La trama di questo videogame ci viene solamente accennata in Matrix Reloaded. Sappiamo che i due dovranno portare a termine questo compito ma allo spettatore non è possibile vederlo. A meno che non decida di impugnare un joystick. Ci troviamo dunque di fronte ad uno dei primi esempi assoluti di transmedialità , dove videogame e cinema diventano un tutt’uno perfettamente bilanciato.
Oltrepassando questi esperimenti riusciti (di marketing?), il dittico resta una delle opere più discusse e quasi sempre in senso negativo. Come detto prima, forse è un discorso legato alle aspettative che il primo Matrix aveva creato. Non sono certamente film perfetti ma andando ad analizzare ciò che accade e come viene mostrato, notiamo degli spunti che in pochissimi si sono presi la briga di osservare.
Le sfumature della matrice
Le letture a cui si prestano Matrix Reloaded e Matrix Revolutions sono quantomai stratificate. Da un lato, notiamo come sia una celebrazione della diversità , ascoltando le parole di Lana Wachowski. Dall’altro come tutto possa ricondurre ad una metafora cinematografica tra l’analogico e il digitale. Uno scontro ideale incarnato da due potenze come l’Architetto e l’Oracolo.

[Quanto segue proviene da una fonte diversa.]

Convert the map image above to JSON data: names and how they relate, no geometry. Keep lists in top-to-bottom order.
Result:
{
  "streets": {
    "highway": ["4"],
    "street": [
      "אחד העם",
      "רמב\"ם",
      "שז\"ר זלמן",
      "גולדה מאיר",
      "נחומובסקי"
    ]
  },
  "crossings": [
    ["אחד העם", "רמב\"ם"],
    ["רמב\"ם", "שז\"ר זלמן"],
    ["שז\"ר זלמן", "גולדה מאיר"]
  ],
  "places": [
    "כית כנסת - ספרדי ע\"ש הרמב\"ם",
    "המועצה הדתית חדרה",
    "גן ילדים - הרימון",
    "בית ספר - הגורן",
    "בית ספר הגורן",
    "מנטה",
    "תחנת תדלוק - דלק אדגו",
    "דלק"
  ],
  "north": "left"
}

Proprio sull’Architetto, è necessario aprire una piccola parentesi di stampo ampiamente filosofico che rimanda al velo di Maya di Schopenauer. Entrando in una porta, Neo valica quell’ideale velo di Maya scoprendo la verità che c’è dietro Matrix. E, ancora una volta, una scelta rappresentata da due porte. Il dolore di perdere la donna che ama, l’angoscia del senso di colpa di chi non ha potuto salvare l’umanità .
Sotto un aspetto più legato al medium cinematografico, in uno scontro dialettico, ecco trovare il pieno esaurimento della lettura metacinematografica del film, come sopra accennata. Sia Matrix Reloaded che Matrix Revolutions sono un vero e proprio tripudio di azione ma composte da caratteri del tutto diversi tra loro. Nel primo caso, troviamo quasi un abuso di quel bullet time che tanto ha reso celebre la saga. Nel secondo, invece, è possibile riscontrarne un uso quasi del tutto nullo.
Eppure, l’impianto fiabesco e citazionista permane, insieme alle rivoluzioni annunciate nel titolo. La storia d’amore continua ad essere la forza propulsiva che porta avanti le vicende. Inoltre, un cambiamento radicale lo si nota sin da subito. Nessun titolo d’apertura, niente credits. E soprattutto niente verde, sostituito da un fascio di luce arancione. La stessa che vedrà Neo quando perderà la vista.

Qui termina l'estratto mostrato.